Re: Reinterpreting the compiler source code

From: Bruno Loff <bruno.loff-Re5JQEeQqe8AvxtiuMwx3w@public.gmane.org>
To: Ian Grant <ian.a.n.grant-gM/Ye1E23mwN+BqQ9rBEUg@public.gmane.org>
Cc: Richard Stallman <rms-mXXj517/zsQ@public.gmane.org>,
	guile-devel-mXXj517/zsQ@public.gmane.org,
	Theo deRaadt <deraadt-T7FYYhErWq4AvxtiuMwx3w@public.gmane.org>,
	Markus Kuhn <Markus.Kuhn-kDbDZe0LBGWFxr2TtlUqVg@public.gmane.org>,
	Linus Torvalds <torvalds-3NddpPZAyC0@public.gmane.org>,
	lightning <lightning-mXXj517/zsQ@public.gmane.org>,
	schellr-EkmVulN54Sk@public.gmane.org
Subject: Re: Reinterpreting the compiler source code
Date: Thu, 4 Sep 2014 21:57:03 +0100	[thread overview]
Message-ID: <CAGOfsMgZE==zCC2OmEPtbH_ph1g1-AhWikioSdZJFep8crP3vQ@mail.gmail.com> (raw)
In-Reply-To: <CAKFjmdx4Zm2_HVEUre-PYvcZrm41gKv-2z_EsGehjv6NbVxBAw-JsoAwUIsXosN+BqQ9rBEUg@public.gmane.org>

[-- Attachment #1.1: Type: text/plain, Size: 19677 bytes --]

Even if the threat you describe is real, why couldn't it be resolved in a
simpler way?

I'm thinking certificates and signatures...

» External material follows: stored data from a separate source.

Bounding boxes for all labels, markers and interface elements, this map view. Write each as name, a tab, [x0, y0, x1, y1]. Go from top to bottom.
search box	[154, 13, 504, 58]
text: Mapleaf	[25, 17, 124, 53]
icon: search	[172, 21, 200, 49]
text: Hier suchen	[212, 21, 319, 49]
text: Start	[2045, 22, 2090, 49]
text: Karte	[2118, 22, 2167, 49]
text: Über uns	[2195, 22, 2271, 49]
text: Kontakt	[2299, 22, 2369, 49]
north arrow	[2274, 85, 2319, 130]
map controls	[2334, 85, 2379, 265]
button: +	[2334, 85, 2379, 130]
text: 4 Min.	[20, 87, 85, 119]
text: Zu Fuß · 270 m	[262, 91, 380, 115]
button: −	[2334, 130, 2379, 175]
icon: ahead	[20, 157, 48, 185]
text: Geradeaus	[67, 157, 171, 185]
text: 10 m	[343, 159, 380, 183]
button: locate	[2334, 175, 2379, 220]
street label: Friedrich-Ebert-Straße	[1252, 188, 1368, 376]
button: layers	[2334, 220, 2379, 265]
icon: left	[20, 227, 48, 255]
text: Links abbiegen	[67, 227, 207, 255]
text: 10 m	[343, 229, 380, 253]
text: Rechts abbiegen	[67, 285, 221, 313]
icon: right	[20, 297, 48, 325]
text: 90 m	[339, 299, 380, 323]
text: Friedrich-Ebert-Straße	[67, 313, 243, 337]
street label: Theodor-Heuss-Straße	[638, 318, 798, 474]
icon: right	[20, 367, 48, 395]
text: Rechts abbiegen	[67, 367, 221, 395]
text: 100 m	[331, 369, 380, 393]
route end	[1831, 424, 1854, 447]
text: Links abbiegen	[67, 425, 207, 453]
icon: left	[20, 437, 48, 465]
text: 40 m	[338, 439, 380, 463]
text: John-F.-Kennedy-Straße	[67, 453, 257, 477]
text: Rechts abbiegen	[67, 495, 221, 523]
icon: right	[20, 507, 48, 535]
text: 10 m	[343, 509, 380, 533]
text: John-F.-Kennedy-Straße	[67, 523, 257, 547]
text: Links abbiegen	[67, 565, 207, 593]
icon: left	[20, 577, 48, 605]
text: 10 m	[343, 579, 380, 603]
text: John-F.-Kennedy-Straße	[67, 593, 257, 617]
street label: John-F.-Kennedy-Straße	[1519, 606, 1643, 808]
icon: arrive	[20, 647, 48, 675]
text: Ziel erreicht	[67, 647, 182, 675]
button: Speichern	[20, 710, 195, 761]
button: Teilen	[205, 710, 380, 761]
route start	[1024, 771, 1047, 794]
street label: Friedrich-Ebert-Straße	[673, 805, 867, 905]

I mean, for each distribution in each architecture, there is basically a
single build configuration which needs to be certified as "trojan-free".
And this is basically already implemented, provided that I get my compiler
package from a clean source which signed the package, all that is necessary
is that the clean source took special care in ensuring that their version
is in fact bug-free...

That solves 99% of the use-cases, when you use a standard compiler provided
by a clean source. For the remaining .99%, when you use a custom-built
compiler, say, you could start with a compiler from a clean source and use
that to compile your custom-build... No bug injection would happen then.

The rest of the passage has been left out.